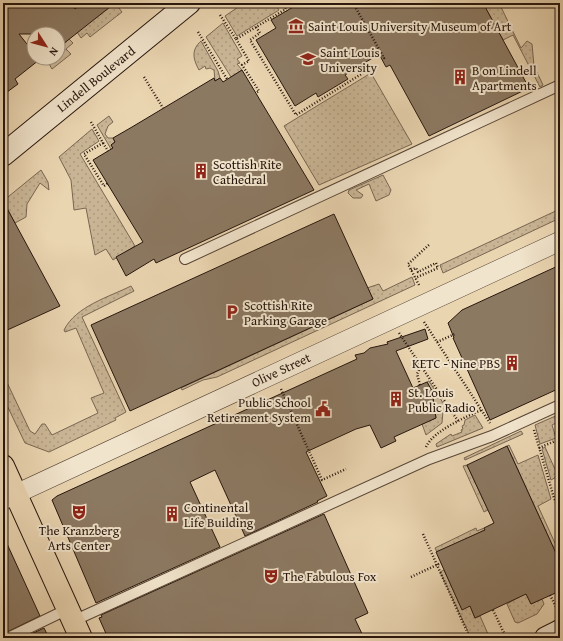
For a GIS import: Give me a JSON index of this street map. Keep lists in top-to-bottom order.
{
  "streets": {
    "main road": ["Lindell Boulevard"],
    "street": ["Olive Street"]
  },
  "places": {
    "museum": ["Saint Louis University Museum of Art"],
    "school or university": ["Saint Louis University"],
    "building": [
      "B on Lindell Apartments",
      "Scottish Rite Cathedral",
      "KETC - Nine PBS",
      "St. Louis Public Radio",
      "Continental Life Building"
    ],
    "parking": ["Scottish Rite Parking Garage"],
    "public building": ["Public School Retirement System"],
    "theatre": ["The Kranzberg Arts Center", "The Fabulous Fox"]
  },
  "north": "bottom right"
}
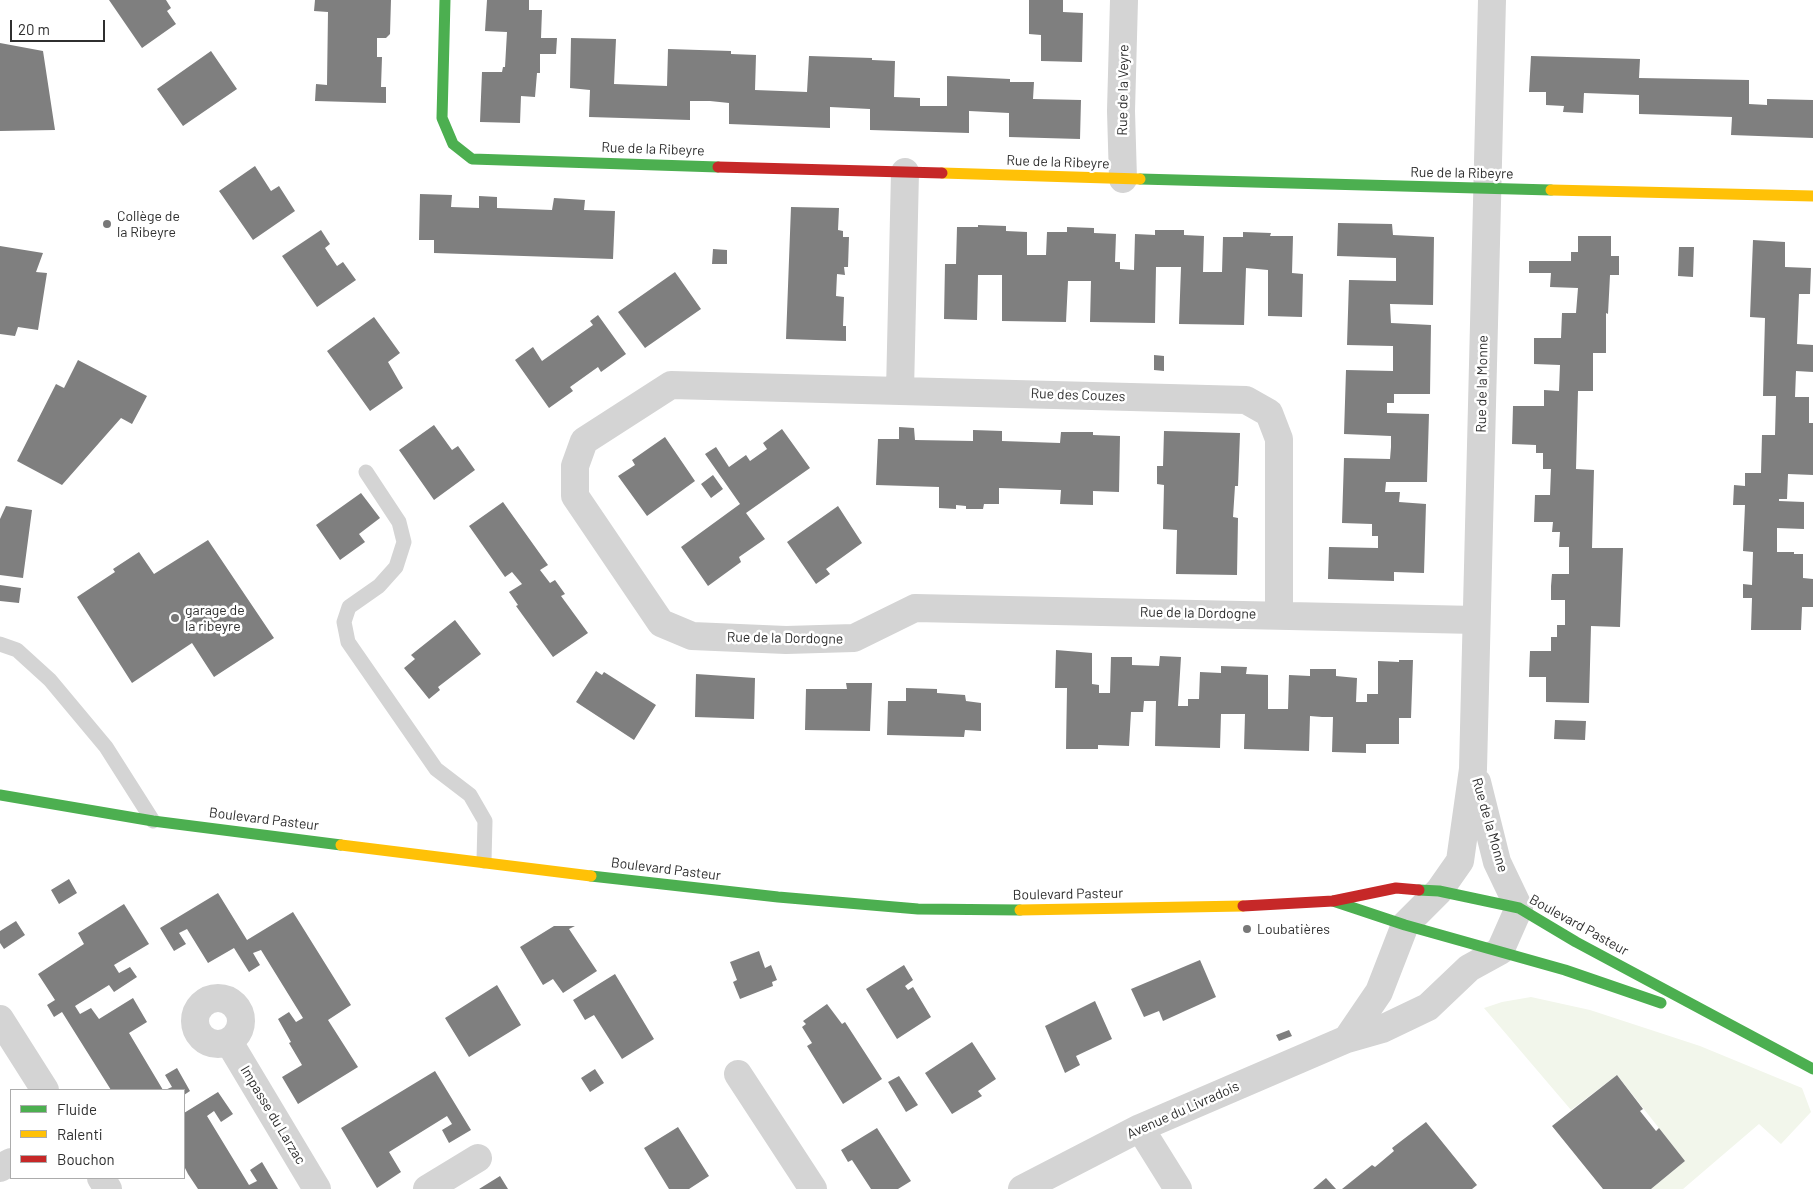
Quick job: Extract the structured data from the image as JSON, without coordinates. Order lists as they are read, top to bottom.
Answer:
{
  "streets": {
    "main road": ["Rue de la Ribeyre", "Boulevard Pasteur"],
    "street": [
      "Rue de la Veyre",
      "Rue de la Monne",
      "Rue des Couzes",
      "Rue de la Dordogne",
      "Avenue du Livradois",
      "Impasse du Larzac"
    ]
  },
  "crossings": [
    ["Rue de la Veyre", "Rue de la Ribeyre"],
    ["Rue de la Ribeyre", "Rue de la Monne"],
    ["Rue de la Monne", "Rue de la Dordogne"],
    ["Rue de la Monne", "Boulevard Pasteur"],
    ["Rue des Couzes", "Rue de la Dordogne"],
    ["Boulevard Pasteur", "Avenue du Livradois"]
  ],
  "places": ["Collège de la Ribeyre", "garage de la ribeyre", "Loubatières"],
  "legend": ["Fluide", "Ralenti", "Bouchon"],
  "scale_bar": "20 m"
}
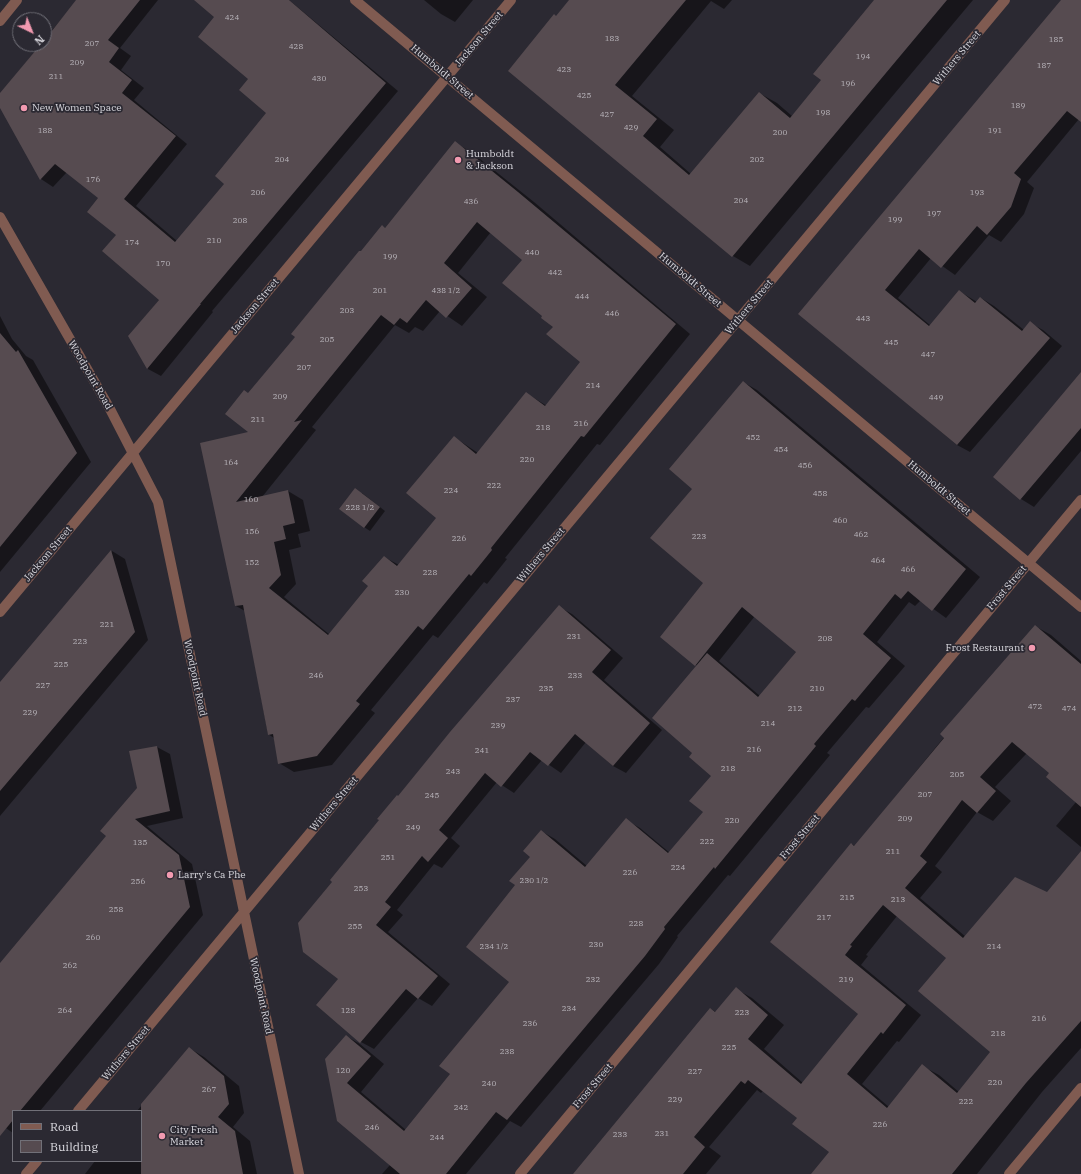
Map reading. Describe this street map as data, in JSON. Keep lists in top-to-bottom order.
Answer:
{
  "streets": {
    "street": [
      "Jackson Street",
      "Withers Street",
      "Humboldt Street",
      "Woodpoint Road",
      "Frost Street"
    ]
  },
  "crossings": [
    ["Jackson Street", "Humboldt Street"],
    ["Jackson Street", "Woodpoint Road"],
    ["Withers Street", "Humboldt Street"],
    ["Withers Street", "Woodpoint Road"],
    ["Humboldt Street", "Frost Street"]
  ],
  "places": [
    "New Women Space",
    "Humboldt & Jackson",
    "Frost Restaurant",
    "Larry's Ca Phe",
    "City Fresh Market"
  ],
  "house_numbers": [
    "424",
    "183",
    "185",
    "207",
    "428",
    "194",
    "209",
    "187",
    "423",
    "211",
    "430",
    "196",
    "425",
    "189",
    "198",
    "427",
    "429",
    "188",
    "191",
    "200",
    "204",
    "202",
    "176",
    "206",
    "193",
    "204",
    "436",
    "197",
    "199",
    "208",
    "210",
    "174",
    "440",
    "199",
    "170",
    "442",
    "201",
    "438 1/2",
    "444",
    "203",
    "446",
    "443",
    "205",
    "445",
    "447",
    "207",
    "214",
    "209",
    "449",
    "211",
    "216",
    "218",
    "452",
    "454",
    "220",
    "164",
    "456",
    "222",
    "224",
    "458",
    "160",
    "228 1/2",
    "460",
    "156",
    "462",
    "223",
    "226",
    "464",
    "152",
    "466",
    "228",
    "230",
    "221",
    "231",
    "208",
    "223",
    "225",
    "246",
    "233",
    "227",
    "235",
    "210",
    "237",
    "472",
    "212",
    "474",
    "229",
    "214",
    "239",
    "216",
    "241",
    "218",
    "243",
    "205",
    "207",
    "245",
    "209",
    "220",
    "249",
    "222",
    "135",
    "211",
    "251",
    "224",
    "226",
    "230 1/2",
    "256",
    "253",
    "215",
    "213",
    "258",
    "217",
    "228",
    "255",
    "260",
    "230",
    "234 1/2",
    "214",
    "262",
    "232",
    "219",
    "234",
    "264",
    "128",
    "223",
    "216",
    "236",
    "218",
    "225",
    "238",
    "120",
    "227",
    "220",
    "240",
    "267",
    "229",
    "222",
    "242",
    "226",
    "246",
    "231",
    "233",
    "244"
  ],
  "legend": ["Road", "Building"],
  "north": "bottom right"
}
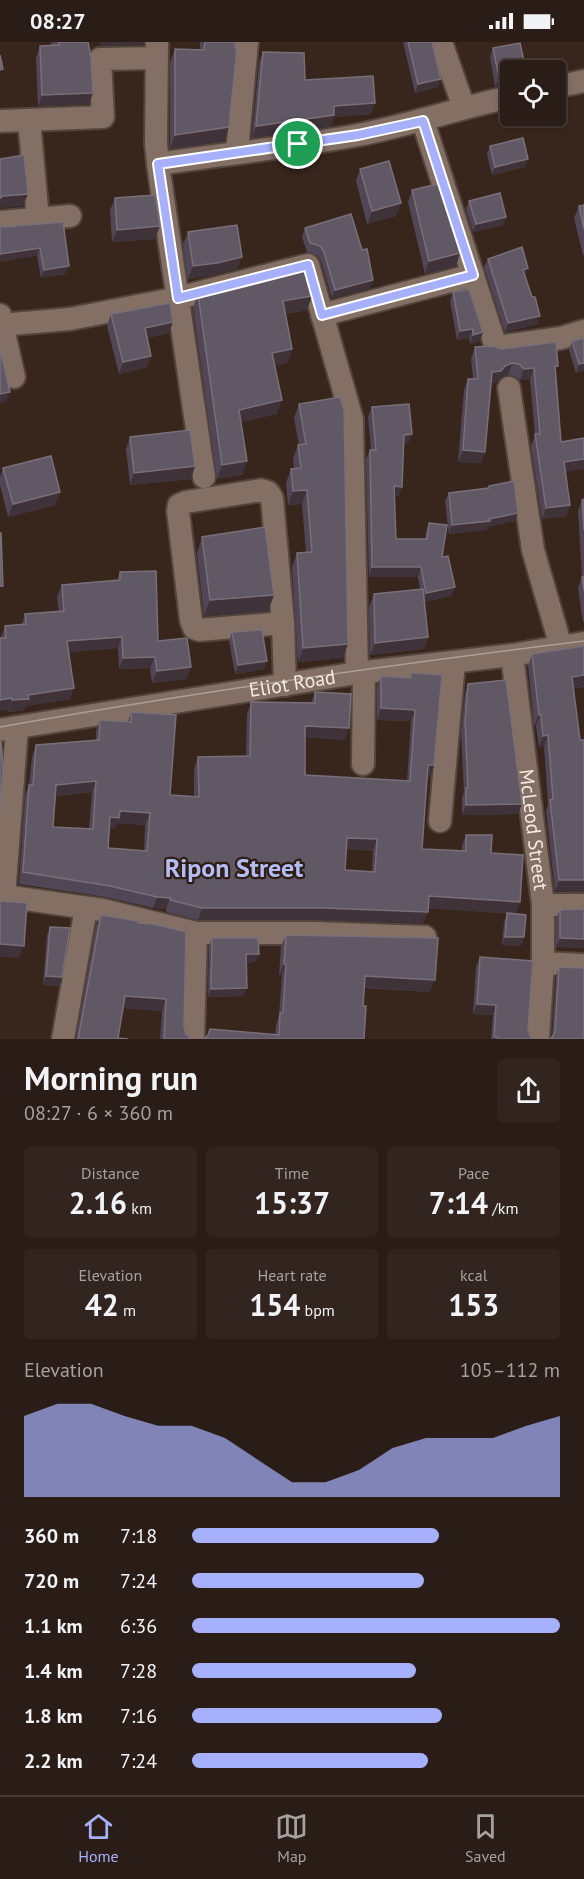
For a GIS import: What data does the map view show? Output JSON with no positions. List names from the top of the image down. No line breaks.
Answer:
{"streets":{"street":["Eliot Road","McLeod Street"]},"crossings":[["Eliot Road","McLeod Street"]],"districts":["Ripon Street"],"page":{"status":"08:27","heading":["Morning run","08:27 · 6 × 360 m"],"stats":[["Distance","2.16 km"],["Time","15:37"],["Pace","7:14 /km"],["Elevation","42 m"],["Heart rate","154 bpm"],["kcal","153"]],"chart":["Elevation","105–112 m"],"list":[{"name":"360 m","note":"7:18"},{"name":"720 m","note":"7:24"},{"name":"1.1 km","note":"6:36"},{"name":"1.4 km","note":"7:28"},{"name":"1.8 km","note":"7:16"},{"name":"2.2 km","note":"7:24"}],"tabs":["Home","Map","Saved"]}}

*Problem to solve*:
Copy nothing past the line containing "Quick job: Extract": reproduce every line from the start of the records up to it, skipping pictures.

*Answer box*:
For a GIS import: Give me a JSON index of this street map. Keep lists in top-to-bottom order.
{
  "streets": {
    "main road": ["Lindell Boulevard"],
    "street": ["Olive Street"]
  },
  "places": {
    "museum": ["Saint Louis University Museum of Art"],
    "school or university": ["Saint Louis University"],
    "building": [
      "B on Lindell Apartments",
      "Scottish Rite Cathedral",
      "KETC - Nine PBS",
      "St. Louis Public Radio",
      "Continental Life Building"
    ],
    "parking": ["Scottish Rite Parking Garage"],
    "public building": ["Public School Retirement System"],
    "theatre": ["The Kranzberg Arts Center", "The Fabulous Fox"]
  },
  "north": "bottom right"
}
Quick job: Extract the structured data from the image as JSON, without coordinates. Order lists as they are read, top to bottom.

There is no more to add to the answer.